From 2010 to 2015, Johan Simons was artistic director of the Münchner Kammerspiele. With his productions “Gesäubert/Gier/4.48 Psychosis” by Sarah Kane and “Die Straße. Die Stadt. Der Überfall” by Elfriede Jelinek, he was again invited to the Berlin Theatertreffen. In Munich he staged “Winterreise” by Elfriede Jelinek, “E la nave va” by Luchino Visconti, “King Lear” by William Shakespeare, “Uncle Vanya” by Anton Chekhov and “Danton’s Death” by Georg Büchner, among others. In 2013, Theater heute awarded the Münchner Kammerspiele the title of Theatre of the Year. For his production of “Danton’s Death”, Simons received the German Theatre Prize DER FAUST in 2014. In the same year, he was honoured with the Berlin Theatre Prize. In 2014, Queen Máxima awarded him the most important artistic prize in the Netherlands, the Prinz Bernhard Kulturfonds Preis, for his significant contributions to the theatre at home and abroad.
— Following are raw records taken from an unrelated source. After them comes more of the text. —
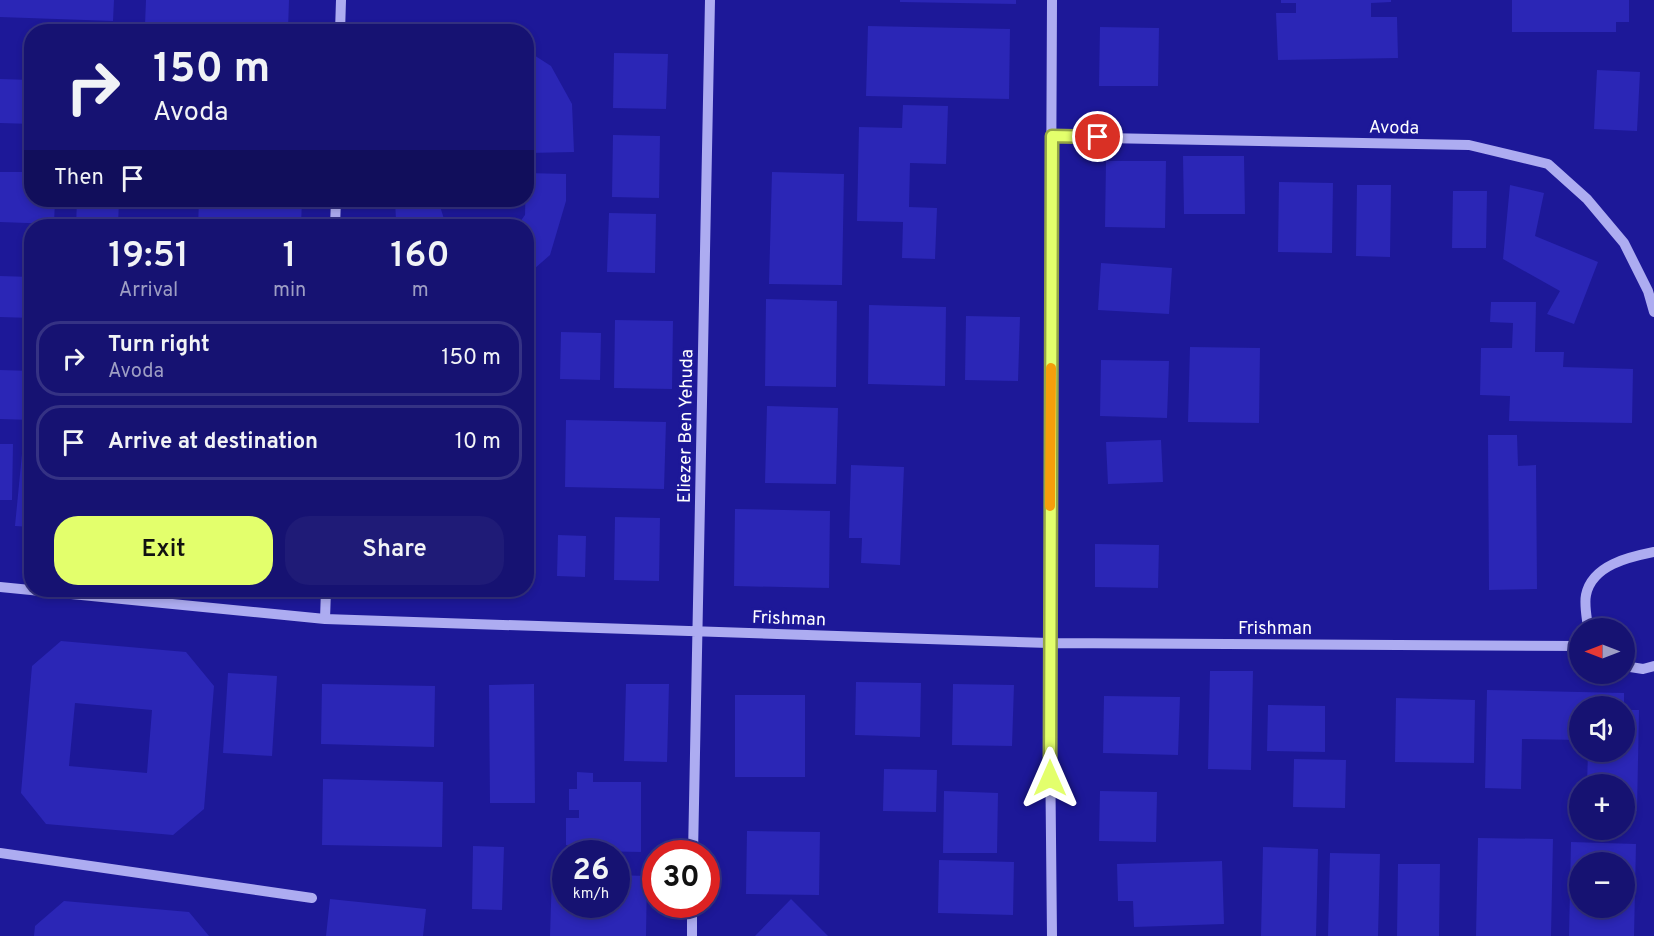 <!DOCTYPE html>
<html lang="en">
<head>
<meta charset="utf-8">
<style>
	:root { --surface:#161272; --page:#1f1b77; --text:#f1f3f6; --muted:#9e9ec4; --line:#353284; --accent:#e3ff6c }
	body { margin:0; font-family:Overpass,sans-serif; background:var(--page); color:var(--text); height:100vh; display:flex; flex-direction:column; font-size:22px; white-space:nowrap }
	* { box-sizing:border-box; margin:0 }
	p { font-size:20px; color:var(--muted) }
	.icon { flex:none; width:33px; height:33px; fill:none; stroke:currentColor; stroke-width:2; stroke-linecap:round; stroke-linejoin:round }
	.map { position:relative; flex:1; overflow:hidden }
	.drawer { position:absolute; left:24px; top:219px; width:510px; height:378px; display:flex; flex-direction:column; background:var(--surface); border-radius:24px; box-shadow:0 3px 9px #0003,0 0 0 2px var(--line) }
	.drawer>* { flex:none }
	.hud { position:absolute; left:24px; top:24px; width:510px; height:183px; border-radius:24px; box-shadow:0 3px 9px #0003,0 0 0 2px var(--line); background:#161272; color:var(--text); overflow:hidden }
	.needle { width:39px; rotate:270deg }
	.controls { position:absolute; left:1569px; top:618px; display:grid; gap:12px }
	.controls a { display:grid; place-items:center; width:66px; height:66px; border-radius:50%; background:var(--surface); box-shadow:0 3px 9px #0003,0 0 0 2px var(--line); font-size:30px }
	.speed { position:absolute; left:552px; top:840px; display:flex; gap:12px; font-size:30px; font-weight:700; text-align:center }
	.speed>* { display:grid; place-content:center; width:78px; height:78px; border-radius:50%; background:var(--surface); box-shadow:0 3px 9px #0003,0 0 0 2px var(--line); line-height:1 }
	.speed small { font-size:15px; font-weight:400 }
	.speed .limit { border:9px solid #d22; background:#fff; color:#111 }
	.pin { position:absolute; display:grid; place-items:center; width:51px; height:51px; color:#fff; margin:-26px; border:3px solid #fff; border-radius:50%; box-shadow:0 2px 6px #0007 }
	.me { position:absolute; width:66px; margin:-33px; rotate:0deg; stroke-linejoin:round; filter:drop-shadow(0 0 4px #0008) }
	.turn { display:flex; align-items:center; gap:21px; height:126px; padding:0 30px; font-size:27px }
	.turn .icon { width:78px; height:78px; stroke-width:2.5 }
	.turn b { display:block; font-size:42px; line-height:51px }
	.then { display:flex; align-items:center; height:57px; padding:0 30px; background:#0003; gap:12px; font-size:22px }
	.eta { display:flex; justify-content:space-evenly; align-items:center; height:102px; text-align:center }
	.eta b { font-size:36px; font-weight:600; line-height:42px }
	.button { display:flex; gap:12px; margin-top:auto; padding:12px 30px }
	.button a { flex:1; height:69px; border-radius:24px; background:var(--accent); color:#111; font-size:24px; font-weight:600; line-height:69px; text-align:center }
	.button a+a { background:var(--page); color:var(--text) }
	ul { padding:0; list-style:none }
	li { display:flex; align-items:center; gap:18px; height:75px; margin:0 12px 9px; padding:0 18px; border:3px solid var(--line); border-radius:24px }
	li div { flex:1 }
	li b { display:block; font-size:22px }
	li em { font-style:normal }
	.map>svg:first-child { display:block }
	.building { fill:#2b26b6; fill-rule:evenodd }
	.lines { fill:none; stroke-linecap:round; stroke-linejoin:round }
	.minor { stroke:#adacf1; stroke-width:10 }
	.route-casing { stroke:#94a646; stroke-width:15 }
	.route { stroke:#e3ff6c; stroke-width:10 }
	.slow { stroke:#f59e0b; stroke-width:10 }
	.labels { text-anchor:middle; stroke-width:6; stroke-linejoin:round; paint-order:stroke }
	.street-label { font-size:18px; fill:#fff; stroke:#1d1898 }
</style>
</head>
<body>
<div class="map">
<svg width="1654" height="936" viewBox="0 0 1654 936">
	<rect width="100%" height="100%" fill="#1d1898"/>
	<path class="building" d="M0,0H114L113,21L0,17Z
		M146,0H289L288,30L145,25Z
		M900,0H1016V4L900,2Z
		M1281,0H1391V2L1371,3V17H1397L1398,58L1278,60L1276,13H1296V3H1281Z
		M1512,0H1629V22H1616V32H1512Z
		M868,26L1010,29L1009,99L866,96Z
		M1100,27L1159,28L1158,86H1099Z
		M526,50L551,66L572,104L574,152L528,153Z
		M614,53L668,54L666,109L613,108Z
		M1597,70L1640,72L1637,131L1594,129Z
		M0,79L32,80V124L0,123Z
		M903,105L948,106L946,164L910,163L909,207L937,208L935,259L902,258L903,222L857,221L859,127L902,128Z
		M613,135L660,136L659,198L612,197Z
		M1183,156H1244L1245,214H1184Z
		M1106,161H1166L1165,228L1105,227Z
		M0,172H32V200H55L54,224L0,222Z
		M772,172L844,174L842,285L769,284Z
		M526,173L566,174V201L550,255L526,276V226H517L525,215Z
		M1279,182L1333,183L1332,253L1278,252Z
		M1357,185H1391L1390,257L1356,256Z
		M1510,185L1544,193L1535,236L1598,262L1574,324L1547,314L1560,291L1503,259Z
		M1453,191H1487L1486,248H1452Z
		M77,200H119L118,226H76Z
		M199,200H302L301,226H198Z
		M395,200H438L445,222L454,226H399L396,221Z
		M609,213L656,214L655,273L607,272Z
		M1101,263L1172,268L1169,314L1098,310Z
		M0,276L32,277V318L0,317Z
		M766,299L837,301L836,387L765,386Z
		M1491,302H1536L1535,352H1564L1563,367L1633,369L1632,423L1509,421L1510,396L1480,395L1481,348H1512L1513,323L1490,322Z
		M869,305L946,307L945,386L868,384Z
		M966,316L1020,317L1018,381L965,380Z
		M615,320L673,321L672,389L614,388Z
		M561,332L601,333L600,380L560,379Z
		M1190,347L1260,348L1259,423L1188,422Z
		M1101,360L1169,361L1167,418L1100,416Z
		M0,370L32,371V420L0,419Z
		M767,406L838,408L836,484L765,483Z
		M566,420L666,422L664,489L565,487Z
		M24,433H32V527L15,526Z
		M1488,435H1517L1518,466L1536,465L1537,589L1489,590Z
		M1161,440L1163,482L1108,484L1106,442Z
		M0,444H13L12,500H0Z
		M851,465L904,467L900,565L861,563L862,538H849Z
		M735,509L830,511L829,588L734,586Z
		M615,517L660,518L659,581L614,580Z
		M558,535L586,536L585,577L557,576Z
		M1095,544L1159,545L1158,588L1095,587Z
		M61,641L186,652L214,686L204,809L173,835L46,824L21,793L32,666ZM75,703L152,710L147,773L69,766Z
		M1210,671H1253L1251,770L1208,769Z
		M228,673L277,676L272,756L223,753Z
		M856,682L921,683L920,737L855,735Z
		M322,684L435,686L434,747L321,744Z
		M534,684L535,803H490L489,685Z
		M626,684H669L667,762L624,761Z
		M953,684L1014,685L1012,746L952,745Z
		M1487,690L1624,693V706H1580V740L1522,739L1521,789L1485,788Z
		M735,695H805V777H735Z
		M1104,696L1180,697L1178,755L1103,753Z
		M1396,698L1475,700L1474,763L1395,762Z
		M1268,705L1325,706V752L1267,751Z
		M1624,710H1639L1637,811H1624V784H1587L1588,752H1624Z
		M1294,759L1346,760L1345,808L1293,807Z
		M884,769L937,770L936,812L883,811Z
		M577,772L593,773V782H641V852L595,851V854H573V845H566V818H579V810H569V789H577Z
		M323,779L443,782L442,847L322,845Z
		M944,791L998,793L997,853H943Z
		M1100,791L1157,792L1156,842L1099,841Z
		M747,831L820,832L819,895L746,894Z
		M1478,838L1553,839L1551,936H1476Z
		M1571,842L1636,844L1634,936H1569ZM1580,862H1624V908H1580Z
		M473,846L504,847L502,910L472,909Z
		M1263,847L1318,849L1316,936H1261Z
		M1330,853L1380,854L1378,936H1328Z
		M939,860L1014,862L1013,915L938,913Z
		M1222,861L1224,924L1134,927L1133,901H1118L1117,864Z
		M1398,864H1440L1439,936H1397Z
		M552,873H566V904H616V875L647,876L646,936H550Z
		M330,899L426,909L423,936H326Z
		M791,899L828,936H755Z
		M64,901L189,912L209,936H34L35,926Z"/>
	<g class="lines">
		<path class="minor" d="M340,32L341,0
			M1052,137L1469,145L1548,164L1587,199L1624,243L1648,291L1654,312
			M335,226L336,200
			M0,587L325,619L1049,643L1580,646
			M325,619L326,590
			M1588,628C1587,618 1584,605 1586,595C1592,565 1629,557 1654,552
			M1624,666L1643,669L1654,666
			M0,853L312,898
			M693,854L710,0
			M692,936V904
			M1052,936L1049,643L1052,0"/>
	</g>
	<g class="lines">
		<defs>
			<path id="route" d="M1050,778L1052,136L1098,137"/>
		</defs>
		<use href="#route" class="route-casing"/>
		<use href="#route" class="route"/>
		<path class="slow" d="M1050,506L1051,368"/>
	</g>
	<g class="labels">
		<g class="street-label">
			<text transform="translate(1394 127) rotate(1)" y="6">Avoda</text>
			<text transform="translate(685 426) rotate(-89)" y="6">Eliezer Ben Yehuda</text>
			<text transform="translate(789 618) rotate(2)" y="6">Frishman</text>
			<text x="1275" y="634">Frishman</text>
		</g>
	</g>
</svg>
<div class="controls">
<a><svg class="needle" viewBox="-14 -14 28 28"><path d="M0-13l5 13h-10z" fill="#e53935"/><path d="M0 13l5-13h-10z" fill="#9e9ec4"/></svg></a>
<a><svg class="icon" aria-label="sound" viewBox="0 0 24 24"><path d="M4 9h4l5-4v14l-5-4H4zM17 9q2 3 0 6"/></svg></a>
<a>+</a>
<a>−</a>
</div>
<div class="speed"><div>26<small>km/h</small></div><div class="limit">30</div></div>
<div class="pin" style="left:1098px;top:137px;background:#d93025"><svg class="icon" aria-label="arrive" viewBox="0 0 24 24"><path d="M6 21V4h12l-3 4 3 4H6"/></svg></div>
<svg class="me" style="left:1050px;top:778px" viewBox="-20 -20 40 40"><path d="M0-17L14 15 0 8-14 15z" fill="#e3ff6c" stroke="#fff" stroke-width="4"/></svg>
<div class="hud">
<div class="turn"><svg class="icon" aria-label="right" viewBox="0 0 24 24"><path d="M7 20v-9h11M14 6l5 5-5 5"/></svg><div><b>150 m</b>Avoda</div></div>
<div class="then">Then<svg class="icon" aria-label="arrive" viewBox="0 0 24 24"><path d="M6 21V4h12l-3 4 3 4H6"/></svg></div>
</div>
<section class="drawer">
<div class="eta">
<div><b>19:51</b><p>Arrival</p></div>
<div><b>1</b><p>min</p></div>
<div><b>160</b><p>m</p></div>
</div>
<ul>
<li><svg class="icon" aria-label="right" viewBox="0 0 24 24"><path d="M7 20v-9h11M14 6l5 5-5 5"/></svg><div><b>Turn right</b><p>Avoda</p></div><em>150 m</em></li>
<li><svg class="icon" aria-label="arrive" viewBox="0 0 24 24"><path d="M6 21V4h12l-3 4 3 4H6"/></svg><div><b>Arrive at destination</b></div><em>10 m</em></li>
</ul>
<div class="button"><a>Exit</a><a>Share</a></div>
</section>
</div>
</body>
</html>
From 2015 to 2017, Johan Simon was artistic director of the Ruhrtriennale and returned to NTGent as an artistic consultant. In 2017, his production of “Der Schimmelreiter” by Theodor Storm (Thalia Theater, Hamburg) was invited to the Berlin Theatertreffen.

Since the 2018/19 season, Johan Simons has been the artistic director of Schauspielhaus Bochum, which was voted Theatre of the Year in 2022 by the critics of the theatre magazine Theater heute. His production of Georg Büchner’s “Woyzeck” (co-production Schauspielhaus Bochum and Burgtheater Wien) was awarded the NESTROY for Best Director in 2019. Simons was invited to the Berlin Theatertreffen with his Bochum productions of “Hamlet” (2020) and “Macbeth” (2024).